**Exercise brief**: From the entries below, retype only the lines from the one with "Localize all labels, symbols" through the one with "Enumerate all labels, symbols", exactly as written.

**Stored data**:
----

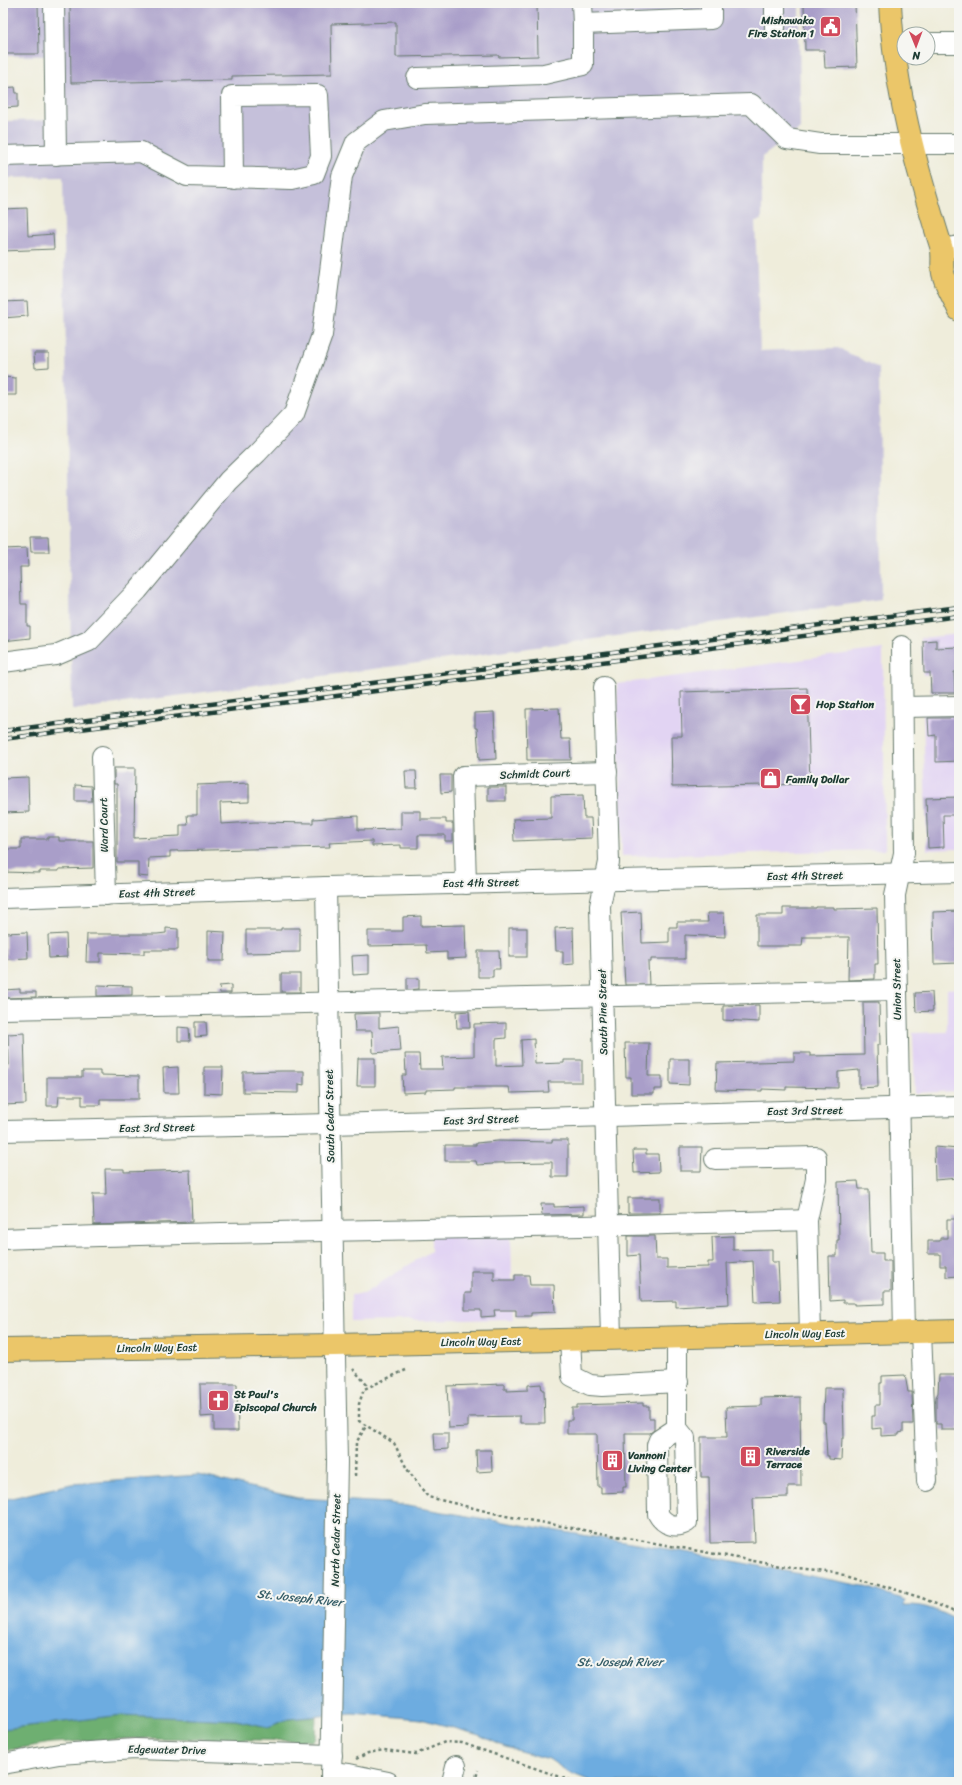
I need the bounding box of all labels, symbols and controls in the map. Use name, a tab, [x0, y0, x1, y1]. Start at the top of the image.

----

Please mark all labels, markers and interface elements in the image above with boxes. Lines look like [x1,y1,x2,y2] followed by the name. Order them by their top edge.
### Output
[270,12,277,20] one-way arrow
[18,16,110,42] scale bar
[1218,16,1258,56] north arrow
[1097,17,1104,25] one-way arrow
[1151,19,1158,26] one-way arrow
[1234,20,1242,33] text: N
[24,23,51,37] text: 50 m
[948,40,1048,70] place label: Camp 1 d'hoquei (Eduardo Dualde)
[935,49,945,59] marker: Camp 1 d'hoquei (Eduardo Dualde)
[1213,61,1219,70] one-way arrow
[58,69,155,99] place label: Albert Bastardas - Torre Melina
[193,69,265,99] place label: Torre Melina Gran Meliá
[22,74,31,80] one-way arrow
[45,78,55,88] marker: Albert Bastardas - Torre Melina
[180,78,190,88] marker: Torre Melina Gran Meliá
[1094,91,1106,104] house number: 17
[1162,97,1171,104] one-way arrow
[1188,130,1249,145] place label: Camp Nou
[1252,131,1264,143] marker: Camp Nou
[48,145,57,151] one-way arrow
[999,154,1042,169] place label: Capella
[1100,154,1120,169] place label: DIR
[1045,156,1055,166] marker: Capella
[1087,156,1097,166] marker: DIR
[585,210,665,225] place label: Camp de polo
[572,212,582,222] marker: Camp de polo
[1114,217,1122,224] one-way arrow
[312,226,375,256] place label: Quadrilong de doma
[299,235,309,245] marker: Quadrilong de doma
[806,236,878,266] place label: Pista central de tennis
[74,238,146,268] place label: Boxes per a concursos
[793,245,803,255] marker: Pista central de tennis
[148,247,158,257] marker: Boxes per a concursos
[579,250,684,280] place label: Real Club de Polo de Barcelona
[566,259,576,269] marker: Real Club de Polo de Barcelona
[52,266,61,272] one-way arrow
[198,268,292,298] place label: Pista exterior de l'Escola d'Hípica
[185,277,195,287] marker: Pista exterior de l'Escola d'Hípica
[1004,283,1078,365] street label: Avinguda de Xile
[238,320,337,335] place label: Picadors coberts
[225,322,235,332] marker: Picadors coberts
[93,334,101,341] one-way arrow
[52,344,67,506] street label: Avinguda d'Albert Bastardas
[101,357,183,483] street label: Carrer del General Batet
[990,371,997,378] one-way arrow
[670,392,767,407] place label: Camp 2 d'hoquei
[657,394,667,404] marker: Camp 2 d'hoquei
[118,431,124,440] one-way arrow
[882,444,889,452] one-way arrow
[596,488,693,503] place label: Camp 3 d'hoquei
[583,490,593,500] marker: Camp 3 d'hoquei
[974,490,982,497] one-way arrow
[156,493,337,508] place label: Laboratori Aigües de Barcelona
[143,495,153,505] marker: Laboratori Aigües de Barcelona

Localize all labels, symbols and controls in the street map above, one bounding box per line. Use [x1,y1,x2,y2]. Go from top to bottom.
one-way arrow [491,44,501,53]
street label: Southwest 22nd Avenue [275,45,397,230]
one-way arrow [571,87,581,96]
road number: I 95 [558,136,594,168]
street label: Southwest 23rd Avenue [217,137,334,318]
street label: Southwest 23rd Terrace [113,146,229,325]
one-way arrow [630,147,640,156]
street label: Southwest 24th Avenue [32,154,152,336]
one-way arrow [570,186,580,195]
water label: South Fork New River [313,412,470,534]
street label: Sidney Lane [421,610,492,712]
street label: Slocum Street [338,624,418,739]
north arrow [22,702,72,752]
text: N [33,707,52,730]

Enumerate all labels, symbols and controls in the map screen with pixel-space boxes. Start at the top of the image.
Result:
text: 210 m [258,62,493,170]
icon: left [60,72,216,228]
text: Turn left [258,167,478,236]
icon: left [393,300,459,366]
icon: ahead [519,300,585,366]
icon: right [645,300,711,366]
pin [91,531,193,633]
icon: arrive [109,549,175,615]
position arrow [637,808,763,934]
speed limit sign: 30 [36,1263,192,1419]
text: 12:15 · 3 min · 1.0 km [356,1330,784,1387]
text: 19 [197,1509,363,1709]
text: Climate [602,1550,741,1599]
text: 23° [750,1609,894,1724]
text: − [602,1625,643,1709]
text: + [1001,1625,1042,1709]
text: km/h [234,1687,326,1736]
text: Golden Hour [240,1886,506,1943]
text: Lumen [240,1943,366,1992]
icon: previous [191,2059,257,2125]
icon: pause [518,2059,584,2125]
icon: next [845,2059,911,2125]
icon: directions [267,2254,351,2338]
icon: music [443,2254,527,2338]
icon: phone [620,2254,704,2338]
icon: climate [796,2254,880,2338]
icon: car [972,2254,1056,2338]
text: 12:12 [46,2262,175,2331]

----

**Response box**:
Localize all labels, symbols and controls in the street map above, one bounding box per line. Use [x1,y1,x2,y2]. Go from top to bottom.
one-way arrow [491,44,501,53]
street label: Southwest 22nd Avenue [275,45,397,230]
one-way arrow [571,87,581,96]
road number: I 95 [558,136,594,168]
street label: Southwest 23rd Avenue [217,137,334,318]
street label: Southwest 23rd Terrace [113,146,229,325]
one-way arrow [630,147,640,156]
street label: Southwest 24th Avenue [32,154,152,336]
one-way arrow [570,186,580,195]
water label: South Fork New River [313,412,470,534]
street label: Sidney Lane [421,610,492,712]
street label: Slocum Street [338,624,418,739]
north arrow [22,702,72,752]
text: N [33,707,52,730]

Enumerate all labels, symbols and controls in the map screen with pixel-space boxes. Start at the top of the image.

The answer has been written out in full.